On occasions you may need to undo the changes. The following commands restore the text after changes.

  • u: Undo the last command
  • U: Undo the current line from all changes on that line

not only allows you to undo changes, it can reverse the undo. Using the command 5dd delete 5 lines then restore the lines with u . The changes can be restored by the u again.

Searching and replacing text

vi has a number of search commands. You can search for individual characters through to regular expressions.

The main two character based search commands are f and t.

  • fc: Find the next character c. Moves RIGHT to the next.
  • Fc: Find the next character c. Moves LEFT to the preceding.
  • tc: Move RIGHT to character before the next c.
  • Tc: Move LEFT to the character following the preceding c.

If the character you were searching for was not found, vi will beep or give some other sort of signal.

vi allows you to search for a string in the edit buffer.

  • /str: Searches Right and Down for the next occurance of str.
  • ?str : Searches Left and UP for the next occurance of str.
  • n: Repeat the last / or ? command
  • N: Repeats the last / or ? in the Reverse direction.

When using the / or ? commands a line will be cleared along the bottom of the screen. You enter the search string followed by RETURN.

The search and replace command allows regular expression to be used over a range of lines and replace the matching string. The user can ask for confirmation before the substitution is performed. It may be well worth a review of line number representation in the ed tutorial.

  • :<start>,<finish>s/<find>/<replace>/g General command
  • :1,$s/the/The/g Search the entire file and replace the with The.
  • :%s/the/The/g% means the complete file. (Same as above).
  • :.,5s/^.*//g Delete the contents from the current to 5th line.

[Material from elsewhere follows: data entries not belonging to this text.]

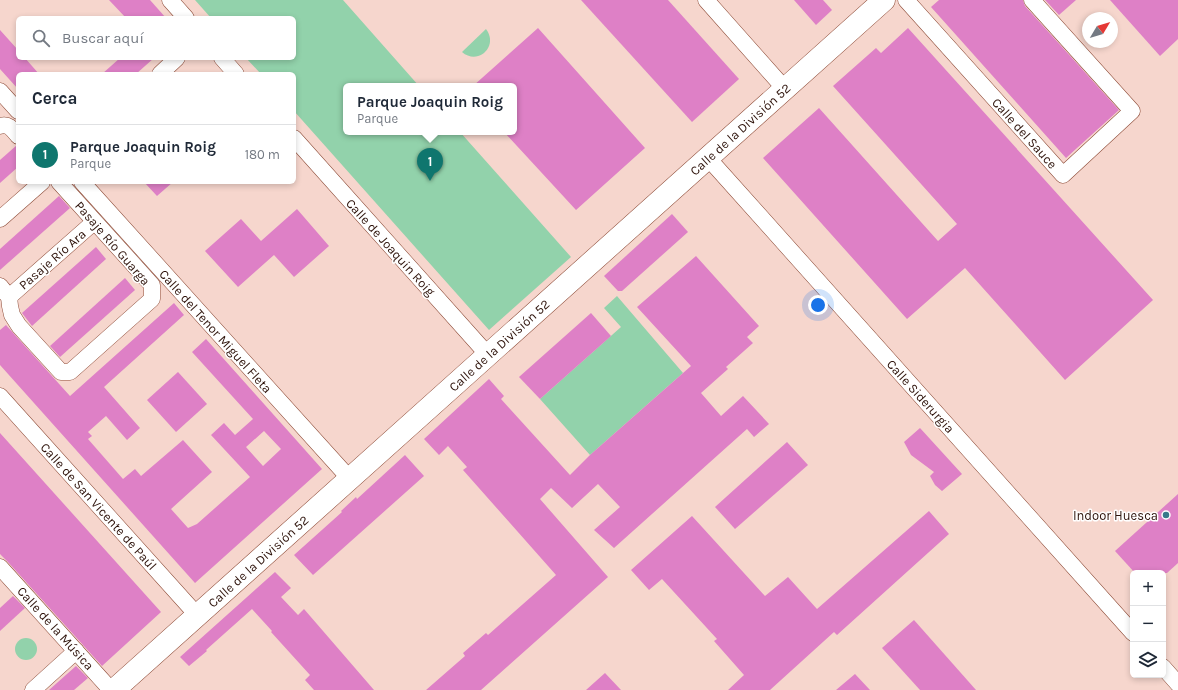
<!DOCTYPE html>
<html lang="es">
<meta charset="utf-8">
<style>
body{margin:0;font-family:Karla,sans-serif;background:#f2f2f3;color:#1f2937}
.controls{position:absolute;right:12px;bottom:12px;display:grid;overflow:hidden;border-radius:6px;box-shadow:0 2px 6px #0003}
.controls button{width:36px;height:36px;display:grid;place-items:center;padding:0;border:0;border-bottom:1px solid #e0e1e3;background:#fff;color:#1f2937;font:20px sans-serif}
.compass{position:absolute;left:1082px;top:12px;width:36px;height:36px;border-radius:50%;background:#fff;box-shadow:0 2px 6px #0003;rotate:52deg}
.you{position:absolute;left:818px;top:305px;width:14px;height:14px;margin:-10px;border:3px solid #fff;border-radius:50%;background:#1a73e8;box-shadow:0 0 0 6px #1a73e833}
.badge{display:grid;place-items:center;width:26px;height:26px;border-radius:50%;background:#0f766e;color:#fff;font-size:13px;font-weight:700}
.pin{position:absolute;translate:-50% -33px;filter:drop-shadow(0 1px 2px #0008)}
.pin::after{content:'';position:absolute;top:21px;width:14px;height:12px;background:inherit;clip-path:polygon(0 0,100% 0,50% 100%)}
.popup{position:absolute;left:343px;top:83px;width:174px;height:52px;box-sizing:border-box;display:grid;place-content:center;border-radius:6px;background:#fff;filter:drop-shadow(0 1px 3px #0005);font-size:13px;white-space:nowrap;color:#747a83}
.popup b{font-size:15px;color:#1f2937}
.popup::after{content:'';position:absolute;left:50%;top:100%;margin-left:-8px;border:8px solid transparent;border-top-color:#fff}
.list{margin:0;padding:0;list-style:none}
h2{display:flex;justify-content:space-between;align-items:center;height:52px;margin:0;padding:0 16px;font-size:17px}
h2 small{font-size:13px;font-weight:400;color:#747a83}
.list li{display:grid;grid-template-columns:26px 1fr auto;gap:12px;align-items:center;box-sizing:border-box;height:60px;padding:0 16px;border-top:1px solid #e0e1e3}
.list b{display:block;font-size:15px;white-space:nowrap}
.list p{margin:0;font-size:13px;white-space:nowrap;color:#747a83}
.list em{font-size:13px;font-style:normal;color:#747a83}
.icon{flex:none;width:22px;height:22px;fill:none;stroke:currentColor;stroke-width:2;stroke-linecap:round;stroke-linejoin:round}
.map{position:relative;flex:none;width:1178px;height:690px;overflow:hidden}
.search{position:absolute;background:#fff;box-shadow:0 2px 6px #0003;left:16px;top:16px;width:280px;height:44px;display:flex;align-items:center;gap:10px;box-sizing:border-box;padding:0 14px;border-radius:6px;color:#747a83;font-size:15px}
.panel{position:absolute;background:#fff;box-shadow:0 2px 6px #0003;left:16px;top:72px;width:280px;height:112px;border-radius:6px}
.map>svg:first-child{display:block}
</style>
<div class="map">
<svg width="1178" height="690" viewBox="0 0 1178 690">
<rect width="100%" height="100%" fill="#f6d6cd"/>
<!-- green -->
<g fill="#92d2ab">
<path d="M 195,0 L 343,0 L 419,86 L 346,86 L 346,132 L 460,132 L 571,257 L 489,330 L 294,111 L 294,74 L 261,74 L 246,58 L 294,58 L 294,18 L 211,18 Z"/>
<path d="M 486,29 C 499,46 478,66 462,52 Z"/>
<path d="M 617,296 L 683,373 L 590,455 L 540,399 L 621,327 L 604,308 Z"/>
<circle cx="26" cy="649" r="11"/>
</g>
<!-- building -->
<g fill="#de80c6" fill-rule="evenodd">
<path d="M 109,0 L 150,0 L 166,18 L 126,18 Z"/>
<path d="M 581,0 L 668,0 L 739,79 L 692,122 Z"/>
<path d="M 794,0 L 823,0 L 832,10 L 816,25 Z"/>
<path d="M 939,0 L 1023,0 L 1025,6 L 1119,110 L 1066,158 L 931,7 Z"/>
<path d="M 1045,0 L 1076,0 L 1059,15 Z"/>
<path d="M 1110,0 L 1178,0 L 1178,39 L 1160,56 Z"/>
<path d="M 538,28 L 645,148 L 576,210 L 504,132 L 514,132 L 514,86 L 473,86 Z"/>
<path d="M 908,28 L 1153,300 L 1065,380 L 965,268 L 907,319 L 763,158 L 819,108 L 938,241 L 957,224 L 833,86 L 876,48 L 881,53 Z"/>
<path d="M 0,30 L 18,50 L 18,58 L 25,58 L 39,74 L 18,74 L 18,89 L 0,69 Z"/>
<path d="M 120,58 L 154,58 L 136,74 L 102,74 Z"/>
<path d="M 17,145 L 18,145 L 18,167 L 0,183 L 0,160 Z"/>
<path d="M 144,182 L 173,182 L 157,196 Z"/>
<path d="M 59,196 L 70,208 L 0,270 L 0,249 Z"/>
<path d="M 297,209 L 329,246 L 294,277 L 274,255 L 238,287 L 205,251 L 241,219 L 261,241 Z"/>
<path d="M 672,214 L 688,232 L 622,291 L 618,291 L 604,276 Z"/>
<path d="M 96,247 L 106,259 L 32,326 L 22,313 Z"/>
<path d="M 696,256 L 759,326 L 747,337 L 753,343 L 726,367 L 728,369 L 701,393 L 721,416 L 743,396 L 769,424 L 754,437 L 747,429 L 614,548 L 594,530 L 620,507 L 598,484 L 572,508 L 551,488 L 540,499 L 608,577 L 481,690 L 426,690 L 465,656 L 463,653 L 486,633 L 488,635 L 556,575 L 463,470 L 467,467 L 448,446 L 439,455 L 424,439 L 489,379 L 504,396 L 501,399 L 570,475 L 590,455 L 691,366 L 637,307 Z"/>
<path d="M 125,278 L 135,290 L 60,357 L 50,346 Z"/>
<path d="M 174,303 L 184,315 L 104,387 L 140,428 L 127,440 L 106,416 L 88,432 L 92,436 L 88,439 L 123,479 L 135,469 L 141,476 L 183,440 L 212,472 L 171,509 L 188,528 L 197,524 L 250,477 L 211,435 L 224,423 L 235,435 L 253,419 L 192,352 L 206,339 L 322,469 L 195,583 L 0,365 L 0,330 L 6,325 L 70,396 ZM 264,431 L 281,449 L 263,466 L 246,447 Z"/>
<path d="M 591,313 L 611,336 L 540,399 L 519,377 Z"/>
<path d="M 178,372 L 207,404 L 176,432 L 147,400 Z"/>
<path d="M 920,428 L 962,474 L 942,491 L 935,485 L 930,476 L 934,472 L 911,455 L 904,442 Z"/>
<path d="M 0,433 L 161,612 L 102,666 L 7,561 L 0,554 Z"/>
<path d="M 787,442 L 808,465 L 735,529 L 715,507 Z"/>
<path d="M 405,455 L 424,476 L 313,575 L 294,555 L 342,512 L 341,511 L 356,497 L 357,499 Z"/>
<path d="M 1178,494 L 1178,563 L 1167,573 L 1135,573 L 1115,551 Z"/>
<path d="M 929,511 L 949,534 L 837,635 L 834,632 L 770,690 L 728,690 L 744,675 L 714,641 L 717,639 L 662,579 L 649,590 L 631,570 L 692,516 L 765,596 L 788,577 L 817,609 Z"/>
<path d="M 275,572 L 291,588 L 281,597 L 298,615 L 304,609 L 374,690 L 314,690 L 305,680 L 310,675 L 271,632 L 272,631 L 252,609 L 206,650 L 207,651 L 189,666 L 180,657 Z"/>
<path d="M 13,596 L 25,608 L 0,631 L 0,608 Z"/>
<path d="M 914,620 L 976,690 L 920,690 L 882,648 Z"/>
<path d="M 76,666 L 88,678 L 74,690 L 49,690 Z"/>
<path d="M 605,673 L 621,690 L 586,690 Z"/>
<path d="M 855,674 L 870,690 L 836,690 Z"/>
</g>
<g fill="none" stroke-linecap="round" stroke-linejoin="round">
<defs>
<g id="street">
<path d="M 170,0 L 186,18"/>
<path d="M 706,0 L 785,89"/>
<path d="M 906,0 L 1063,175 L 1132,111 L 1032,0"/>
<path d="M 222,58 L 236,74"/>
<path d="M 160,74 L 177,58"/>
<path d="M 0,91 L 18,111"/>
<path d="M 0,126 C 9,123 13,130 18,136"/>
<path d="M 294,138 L 488,355"/>
<path d="M 708,158 L 1133,633"/>
<path d="M 82,182 L 350,479"/>
<path d="M 0,219 L 42,182"/>
<path d="M 0,286 L 9,297 L 10,306 L 12,315 L 19,326 L 61,372 L 70,372 L 152,299 L 152,285 L 59,182"/>
<path d="M 9,297 L 94,222"/>
<path d="M 0,396 L 197,615"/>
<path d="M 0,567 L 111,690"/>
<path d="M 1163,667 L 1178,684"/>
<path d="M 33,690 L 76,651"/>
</g>
<path id="secondary" d="M 114,690 L 884,0"/>
</defs>
<!-- street casing -->
<use href="#street" stroke="#8d4b37" stroke-width="17"/>
<!-- secondary casing -->
<use href="#secondary" stroke="#8d4b37" stroke-width="23"/>
<!-- street -->
<use href="#street" stroke="#fff" stroke-width="16"/>
<!-- secondary -->
<use href="#secondary" stroke="#fff" stroke-width="22"/>
</g>
<!-- markers -->
<circle fill="#377a8b" stroke="#fff" stroke-width="1.5" cx="1166" cy="515" r="4"/>
<g text-anchor="middle" stroke-width="3" stroke-linejoin="round" paint-order="stroke">
<!-- street labels -->
<g font-size="13" fill="#2d120a" stroke="#fff">
<text transform="translate(740 129) rotate(-42)" y="5">Calle de la División 52</text>
<text transform="translate(1025 133) rotate(48)" y="5">Calle del Sauce</text>
<text transform="translate(113 243) rotate(49)" y="5">Pasaje Río Guarga</text>
<text transform="translate(391 247) rotate(48)" y="5">Calle de Joaquin Roig</text>
<text transform="translate(52 259) rotate(-41)" y="5">Pasaje Río Ara</text>
<text transform="translate(216 331) rotate(48)" y="5">Calle del Tenor Miguel Fleta</text>
<text transform="translate(499 345) rotate(-42)" y="5">Calle de la División 52</text>
<text transform="translate(921 396) rotate(48)" y="5">Calle Siderurgia</text>
<text transform="translate(99 506) rotate(48)" y="5">Calle de San Vicente de Paúl</text>
<text transform="translate(258 561) rotate(-42)" y="5">Calle de la División 52</text>
<text transform="translate(56 628) rotate(48)" y="5">Calle de la Música</text>
</g>
<!-- poi labels -->
<g font-size="13" fill="#2d120a" stroke="#fff" text-anchor="end">
<text x="1158" y="520">Indoor Huesca</text>
</g>
</g>
</svg>
<div class="controls">
<button>+</button>
<button>−</button>
<button><svg class="icon" aria-label="layers" viewBox="0 0 24 24"><path d="M12 4l9 5-9 5-9-5zM3 14l9 5 9-5"/></svg></button>
</div>
<svg class="compass" viewBox="-18 -18 36 36"><path d="M0-13l5 13h-10z" fill="#e53935"/><path d="M0 13l5-13h-10z" fill="#747a83"/></svg>
<div class="you"></div>
<div class="pin badge" style="left:430px;top:181px">1</div>
<div class="popup"><b>Parque Joaquin Roig</b>Parque</div>
<div class="search"><svg class="icon" aria-label="search" viewBox="0 0 24 24"><circle cx="10" cy="10" r="6"/><path d="M15 15l6 6"/></svg>Buscar aquí</div>
<section class="panel">
<h2>Cerca<small></small></h2>
<ul class="list">
<li><span class="badge">1</span><div><b>Parque Joaquin Roig</b><p>Parque</p></div><em>180 m</em></li>
</ul>
</section>
</div>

The search command is very powerful when combined with the regular expression search strings. If the g directive is not included then the change is performed only on the first occurrence of a match on each line.

File saving

  • :w save (write to disk)
  • :q exit

Make sure you are in command mode by pressing the Esc key. Now type :w. This will save your work by writing it to a disk file.

The command for quitting vi is q. If you wish to combine saving and quitting, just type :wq. There is also a convenient abbreviation for :wq - ZZ. Since much of your programming work will consist of running a program, encountering a problem, calling up the program in the editor to make a small change, and then exiting from the editor to run the program again, ZZ will be a command you use often. (Actually, ZZ is not an exact synonym for :wq - if you have not made any changes to the file you are editing since the last save, ZZ will just exit from the editor whereas :wq will [redundantly] save before exiting.)

If you just want to start all over again, you can type :q! (remember to press the Esc key first). If you omit the !, vi will not allow you to quit without saving.

Conclusions

vi offers powerful commands that many more modern editors do not or can not offer. The cost for this power is also the main argument against vi; the commands can be difficult to learn and read. With a little practice and time, the vi command set will become second nature.